Ein älteres CDU-Mitglied bleibt gelassen. „Wie steht’s eigentlich beim VfB?“, will er von den Organisatoren erstmal wissen. Null zu eins im Rückstand, bekommt er zur Antwort, als ob’s ein Omen für die OB-Wahl wäre. Nach einem Blick aufs iPad hellen sich die Gesicher auf – „inzwischen steht es 1:1“. Das passt zu den ersten Wahlergebnissen, bei denen Turner vor Kuhn liegt. Applaus, Jubel, Erleichterung.

Das werde nicht so bleiben, sagt Wolfgang Siegle nüchtern, der neben seinem Brezel-Sticker noch einen „Koi Kuhn“-Button trägt. „Nachher kommt der Westen“, sagt Siegle, der dort lebt. Kurz darauf fallen Turners Werte hinter die Fritz Kuhns zurück. Das Buffet wird eröffnet. „Wer bei dieser Zitterpartie essen kann, ist eingeladen“, sagt Christoph Nagel übers Mikrofon. Es gibt Maultaschen, Kartoffelsalat und ein paar mediterrane Antipasti.

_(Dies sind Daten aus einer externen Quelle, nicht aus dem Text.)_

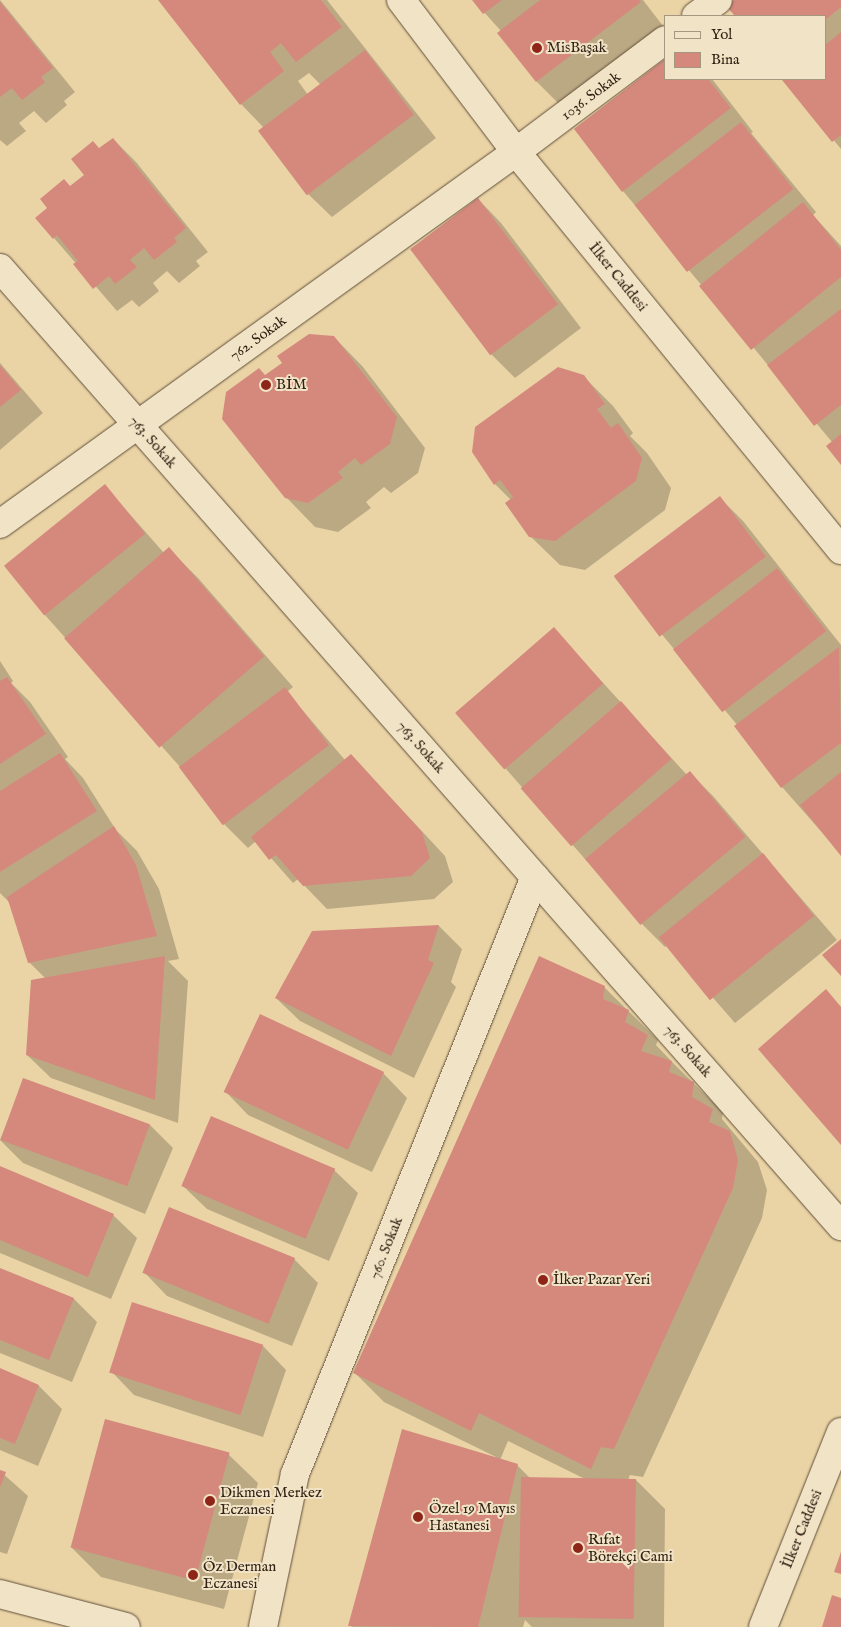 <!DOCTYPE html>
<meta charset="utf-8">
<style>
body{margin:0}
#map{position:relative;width:841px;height:1627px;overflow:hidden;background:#ead4a6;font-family:"IM FELL English",serif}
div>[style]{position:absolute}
.shadow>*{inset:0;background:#0003}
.building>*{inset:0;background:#d5897d;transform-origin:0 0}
.roads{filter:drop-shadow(0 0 1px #604e3a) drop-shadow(0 0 1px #604e3a)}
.minor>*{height:28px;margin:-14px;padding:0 14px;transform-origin:14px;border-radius:14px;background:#f1e3c5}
.dots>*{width:14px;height:14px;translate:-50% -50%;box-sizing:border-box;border:2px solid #f1e3c5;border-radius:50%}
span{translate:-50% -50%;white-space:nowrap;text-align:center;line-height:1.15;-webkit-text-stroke:4px #f1e3c5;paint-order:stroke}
.poi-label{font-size:15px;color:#322216}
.left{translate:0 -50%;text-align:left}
.street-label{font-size:15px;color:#322216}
.legend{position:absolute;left:664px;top:15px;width:162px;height:65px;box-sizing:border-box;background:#f1e3c5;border:1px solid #a5967f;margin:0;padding:6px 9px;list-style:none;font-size:15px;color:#322216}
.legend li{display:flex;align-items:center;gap:10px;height:25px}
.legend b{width:25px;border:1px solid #a5967f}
</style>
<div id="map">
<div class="shadow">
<i style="clip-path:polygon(0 0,75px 92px,64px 101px,67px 105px,46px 123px,34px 111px,19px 123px,26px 131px,7px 146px,0 140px)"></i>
<i style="clip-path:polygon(evenodd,160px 0,327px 0,436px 138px,332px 217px,308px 194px,260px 130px,264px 128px,241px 104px,160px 0,309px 73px,321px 85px,308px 95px,298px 81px,309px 73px)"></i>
<i style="clip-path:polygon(473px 0,643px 0,663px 26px,560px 105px,537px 82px,499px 33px,501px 31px)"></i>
<i style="clip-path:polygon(736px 0,841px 0,841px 149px,784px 80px,825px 79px,825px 16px,736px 16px,728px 6px)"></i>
<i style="clip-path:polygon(665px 79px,712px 79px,753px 132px,751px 133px,816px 212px,813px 215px,841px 246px,841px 463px,832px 442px,623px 191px)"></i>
<i style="clip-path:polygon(113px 139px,136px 162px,208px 252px,196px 261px,200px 266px,179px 283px,167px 271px,153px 283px,159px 291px,139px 307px,132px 300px,117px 311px,54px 238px,70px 187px,86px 175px,100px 150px)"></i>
<i style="clip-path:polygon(478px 199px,501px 223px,581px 328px,515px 378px,491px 354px,412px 249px)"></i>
<i style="clip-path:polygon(334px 337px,363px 367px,425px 448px,418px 473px,391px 493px,384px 487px,366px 502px,371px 508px,338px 532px,315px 527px,286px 497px,266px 377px,283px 363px)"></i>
<i style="clip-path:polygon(0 363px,43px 413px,0 450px)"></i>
<i style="clip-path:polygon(583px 376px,613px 406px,633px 433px,630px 436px,647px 453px,671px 488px,665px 510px,585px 570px,560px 565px,530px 536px,511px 500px,495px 484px)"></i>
<i style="clip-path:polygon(105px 486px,164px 553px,169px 549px,198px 578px,293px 687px,287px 692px,345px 760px,351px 755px,445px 856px,453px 882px,434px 899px,327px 909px,298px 879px,293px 883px,256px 841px,248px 848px,225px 825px,181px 768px,45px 615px)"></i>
<i style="clip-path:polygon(720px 498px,743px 521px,841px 645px,841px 854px,782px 787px,738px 726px,615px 578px)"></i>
<i style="clip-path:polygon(554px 629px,687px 775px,690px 773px,713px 796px,837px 940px,735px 1023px,667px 945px,665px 947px,642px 924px,456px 712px)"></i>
<i style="clip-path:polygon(0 661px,13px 681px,11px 683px,30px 702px,68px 757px,65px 759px,83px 778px,116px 830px,137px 851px,159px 889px,179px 959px,168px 961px,188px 981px,178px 1123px,51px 1078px,27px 1055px,46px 979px,29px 962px,10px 903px,0 893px)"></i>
<i style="clip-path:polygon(439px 926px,462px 949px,451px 982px,456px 987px,414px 1078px,300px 1021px,276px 998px,312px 932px)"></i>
<i style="clip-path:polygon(evenodd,604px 987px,658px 1040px,656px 1045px,676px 1066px,723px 1112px,722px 1119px,758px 1162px,767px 1190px,762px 1218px,643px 1477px,630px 1475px,628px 1480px,636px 1480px,665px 1509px,664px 1627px,532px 1627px,525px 1620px,523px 1627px,351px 1627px,496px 1457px,384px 1402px,355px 1373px,604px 987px,508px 1441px,585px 1479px,531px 1479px,517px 1465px,500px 1460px,508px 1441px)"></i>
<i style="clip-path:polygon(260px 1016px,384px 1074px,407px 1098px,372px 1172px,248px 1115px,225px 1091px)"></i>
<i style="clip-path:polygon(24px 1080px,150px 1125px,173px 1148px,145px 1214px,23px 1163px,0 1140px)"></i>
<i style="clip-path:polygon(0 1167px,113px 1215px,137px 1238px,111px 1299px,0 1253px)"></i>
<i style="clip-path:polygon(334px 1170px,358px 1193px,329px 1261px,207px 1209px,183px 1186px)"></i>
<i style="clip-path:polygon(294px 1259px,318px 1283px,292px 1346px,167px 1296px,144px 1272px)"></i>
<i style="clip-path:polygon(0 1269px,74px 1299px,97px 1322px,72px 1382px,0 1353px)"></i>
<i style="clip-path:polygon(263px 1346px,286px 1370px,263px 1437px,134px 1395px,111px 1371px)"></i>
<i style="clip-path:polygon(0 1369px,39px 1386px,62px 1409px,38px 1466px,0 1450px)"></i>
<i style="clip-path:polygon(228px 1454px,258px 1483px,224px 1609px,101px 1577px,72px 1548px)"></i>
<i style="clip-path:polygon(0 1471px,28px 1496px,7px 1554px,0 1552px)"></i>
</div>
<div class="building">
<i style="clip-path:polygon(158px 0,321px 0,342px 27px,296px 62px,281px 43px,270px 52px,284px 71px,240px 105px)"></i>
<i style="clip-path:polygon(472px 0,502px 0,483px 14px)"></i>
<i style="clip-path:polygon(540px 0,639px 0,641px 2px,536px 82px,497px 33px)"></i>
<i style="clip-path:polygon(734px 0,841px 0,841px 7px,825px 20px,825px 16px,735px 16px,726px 6px)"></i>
<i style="clip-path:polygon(0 2px,53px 68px,41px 77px,45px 82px,22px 100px,12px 88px,0 97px)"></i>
<i style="clip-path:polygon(841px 32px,841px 135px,832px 142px,782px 80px,825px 79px,825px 45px)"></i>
<i style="left:365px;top:50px;width:81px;height:134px;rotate:53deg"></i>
<i style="clip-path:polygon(665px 59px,665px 79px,708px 79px,731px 108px,622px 192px,574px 129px)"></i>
<i style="left:741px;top:122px;width:85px;height:135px;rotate:52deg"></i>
<i style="clip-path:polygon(113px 138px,186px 228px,174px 238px,177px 242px,154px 260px,144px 248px,130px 260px,137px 267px,115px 284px,109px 276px,93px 289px,73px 264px,78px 261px,57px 235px,53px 239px,35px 218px,47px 208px,40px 199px,64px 179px,70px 186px,84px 175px,71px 159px,93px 141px,99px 148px)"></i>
<i style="left:478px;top:198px;width:133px;height:85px;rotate:53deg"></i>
<i style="clip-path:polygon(803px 202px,841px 250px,841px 277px,751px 350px,699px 286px)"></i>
<i style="clip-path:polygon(841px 309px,841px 405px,814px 426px,767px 365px)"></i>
<i style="clip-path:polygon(309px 334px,334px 336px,397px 417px,390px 444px,361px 465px,355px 458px,338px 472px,343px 478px,308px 503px,285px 498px,222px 419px,226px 392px,259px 368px,265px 375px,282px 363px,277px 356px)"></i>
<i style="clip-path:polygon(0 365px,21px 390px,0 407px)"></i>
<i style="clip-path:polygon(558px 367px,584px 375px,605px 404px,597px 409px,611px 428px,618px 423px,642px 458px,636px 481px,555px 541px,529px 537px,505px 503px,513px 497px,500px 480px,494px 485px,472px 452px,475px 427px)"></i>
<i style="clip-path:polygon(841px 434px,841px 465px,826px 446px)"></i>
<i style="left:105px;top:484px;width:64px;height:130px;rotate:51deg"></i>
<i style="left:720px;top:496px;width:76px;height:133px;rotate:53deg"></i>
<i style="left:169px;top:547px;width:145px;height:139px;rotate:49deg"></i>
<i style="left:777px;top:568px;width:80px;height:132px;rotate:52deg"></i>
<i style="left:554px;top:627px;width:75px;height:131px;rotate:49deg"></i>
<i style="clip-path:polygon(839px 647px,841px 743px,781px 788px,734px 726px)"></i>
<i style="clip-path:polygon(7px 677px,46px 734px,0 764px,0 681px)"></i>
<i style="left:285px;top:687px;width:73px;height:133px;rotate:53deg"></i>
<i style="left:621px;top:701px;width:77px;height:133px;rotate:49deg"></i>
<i style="clip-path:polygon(60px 753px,97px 811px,0 872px,0 791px)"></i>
<i style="clip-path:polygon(351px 754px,422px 832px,430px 858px,411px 876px,303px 886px,276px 855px,269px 860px,251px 837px)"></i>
<i style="left:690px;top:771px;width:86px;height:137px;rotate:50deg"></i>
<i style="clip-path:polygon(841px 772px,841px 856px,800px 805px)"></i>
<i style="clip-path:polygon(114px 826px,136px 865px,157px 936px,28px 963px,7px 897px)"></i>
<i style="left:763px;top:853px;width:81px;height:134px;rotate:51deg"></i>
<i style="clip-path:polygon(439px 925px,428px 960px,434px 963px,391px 1056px,275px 998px,312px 931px)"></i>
<i style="clip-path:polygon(841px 939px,841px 976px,822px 955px)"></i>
<i style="clip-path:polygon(165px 956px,155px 1100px,26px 1055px,31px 980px)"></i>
<i style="clip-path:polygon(539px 956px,605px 986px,603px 999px,629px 1010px,625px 1022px,648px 1035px,641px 1051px,672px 1061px,669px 1072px,694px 1082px,692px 1097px,713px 1109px,709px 1122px,730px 1131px,738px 1160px,733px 1188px,614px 1449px,601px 1447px,591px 1469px,479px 1413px,471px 1431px,353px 1373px)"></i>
<i style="clip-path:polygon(826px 989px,841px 1007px,841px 1145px,758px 1049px)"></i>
<i style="left:260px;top:1014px;width:137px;height:86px;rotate:25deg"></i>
<i style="left:23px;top:1078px;width:135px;height:66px;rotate:20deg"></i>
<i style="left:211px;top:1116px;width:135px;height:76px;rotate:23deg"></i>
<i style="clip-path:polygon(0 1166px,114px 1214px,88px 1277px,0 1240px)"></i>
<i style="left:169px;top:1207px;width:136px;height:71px;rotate:22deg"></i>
<i style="clip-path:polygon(0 1268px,74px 1298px,49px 1360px,0 1340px)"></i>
<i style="left:132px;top:1302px;width:138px;height:74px;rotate:18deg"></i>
<i style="clip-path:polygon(0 1368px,39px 1385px,15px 1444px,0 1438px)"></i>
<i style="left:105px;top:1419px;width:129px;height:133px;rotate:15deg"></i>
<i style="clip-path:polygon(402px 1429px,518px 1464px,478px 1627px,348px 1626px)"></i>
<i style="clip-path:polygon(0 1470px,6px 1472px,0 1487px)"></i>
<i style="left:521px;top:1477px;width:115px;height:140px;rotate:1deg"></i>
<i style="clip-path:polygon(841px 1552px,841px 1574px,834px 1572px)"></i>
<i style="clip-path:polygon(832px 1595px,841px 1598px,841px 1627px,822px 1627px)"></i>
</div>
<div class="roads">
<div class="minor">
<i style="left:401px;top:0;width:191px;rotate:52.9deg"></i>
<i style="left:516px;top:152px;width:514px;rotate:50.77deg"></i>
<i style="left:696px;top:16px;width:27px;rotate:-36deg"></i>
<i style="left:0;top:268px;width:1275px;rotate:48.72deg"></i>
<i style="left:0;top:524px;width:636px;rotate:-35.79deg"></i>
<i style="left:516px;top:152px;width:186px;rotate:-36.9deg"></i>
<i style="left:0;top:1594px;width:130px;rotate:14.7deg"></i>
<i style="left:263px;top:1627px;width:156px;rotate:-78.2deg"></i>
<i style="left:295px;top:1474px;width:643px;rotate:-68.1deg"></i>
<i style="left:763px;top:1627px;width:210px;rotate:-68.2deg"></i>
</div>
</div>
<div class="dots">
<i style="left:537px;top:48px;background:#8f2418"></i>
<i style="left:266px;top:385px;background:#8f2418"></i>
<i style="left:543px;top:1280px;background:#8f2418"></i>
<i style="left:210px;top:1501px;background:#8f2418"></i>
<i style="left:418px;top:1517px;background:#8f2418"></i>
<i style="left:578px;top:1548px;background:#8f2418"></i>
<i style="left:193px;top:1575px;background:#8f2418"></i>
</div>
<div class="poi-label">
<span class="left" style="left:547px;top:48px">MisBaşak</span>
<span class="left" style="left:276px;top:385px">BİM</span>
<span class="left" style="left:553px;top:1280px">İlker Pazar Yeri</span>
<span class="left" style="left:220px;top:1501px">Dikmen Merkez<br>Eczanesi</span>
<span class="left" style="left:429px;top:1517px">Özel 19 Mayıs<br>Hastanesi</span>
<span class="left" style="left:588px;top:1548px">Rıfat<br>Börekçi Cami</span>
<span class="left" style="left:203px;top:1575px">Öz Derman<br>Eczanesi</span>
</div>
<div class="street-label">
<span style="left:591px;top:96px;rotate:-37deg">1036. Sokak</span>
<span style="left:618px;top:277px;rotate:51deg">İlker Caddesi</span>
<span style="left:258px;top:338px;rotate:-36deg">762. Sokak</span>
<span style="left:153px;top:442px;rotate:49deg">763. Sokak</span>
<span style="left:421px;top:747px;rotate:49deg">763. Sokak</span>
<span style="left:688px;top:1051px;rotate:49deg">763. Sokak</span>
<span style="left:386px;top:1248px;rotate:-68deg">760. Sokak</span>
<span style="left:802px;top:1529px;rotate:-68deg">İlker Caddesi</span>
</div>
<ul class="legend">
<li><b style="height:6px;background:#f1e3c5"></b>Yol</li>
<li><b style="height:14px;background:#d5897d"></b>Bina</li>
</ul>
</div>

Ein wenig zurückhaltend und blass

Viele sagen, sie hätten es so erwartet. An Sebastian Turner zweifeln sie nicht. Nur „zu zurückhaltend“ sei er gewesen, „etwas blass“. Turner sei eben „kein Volkstribun“, anfangs „ein bisschen abgehoben“, aber er bewege sich auf das Volk zu. Hans-Jochen Henke, der für die CDU im Bundestag saß, hält das Ergebnis für „sehr respektabel“, das Turner schließlich „ohne die ganze CDU“ erreicht habe. Es sei ein Problem, „dass die CDU nicht geschlossen ist“.

Doch man will kämpfen, die Wähler von Bettina Wilhelm gewinnen. Als Turner eintrifft, brandet Beifall auf. Er dankt den Anwesenden staatsmännisch und verbreitet Zuversicht. Da bekommt er aus einer Gruppe lautstark die Parole der nächsten Wochen zugerufen: „Koi Kuhn, koi Kuhn“.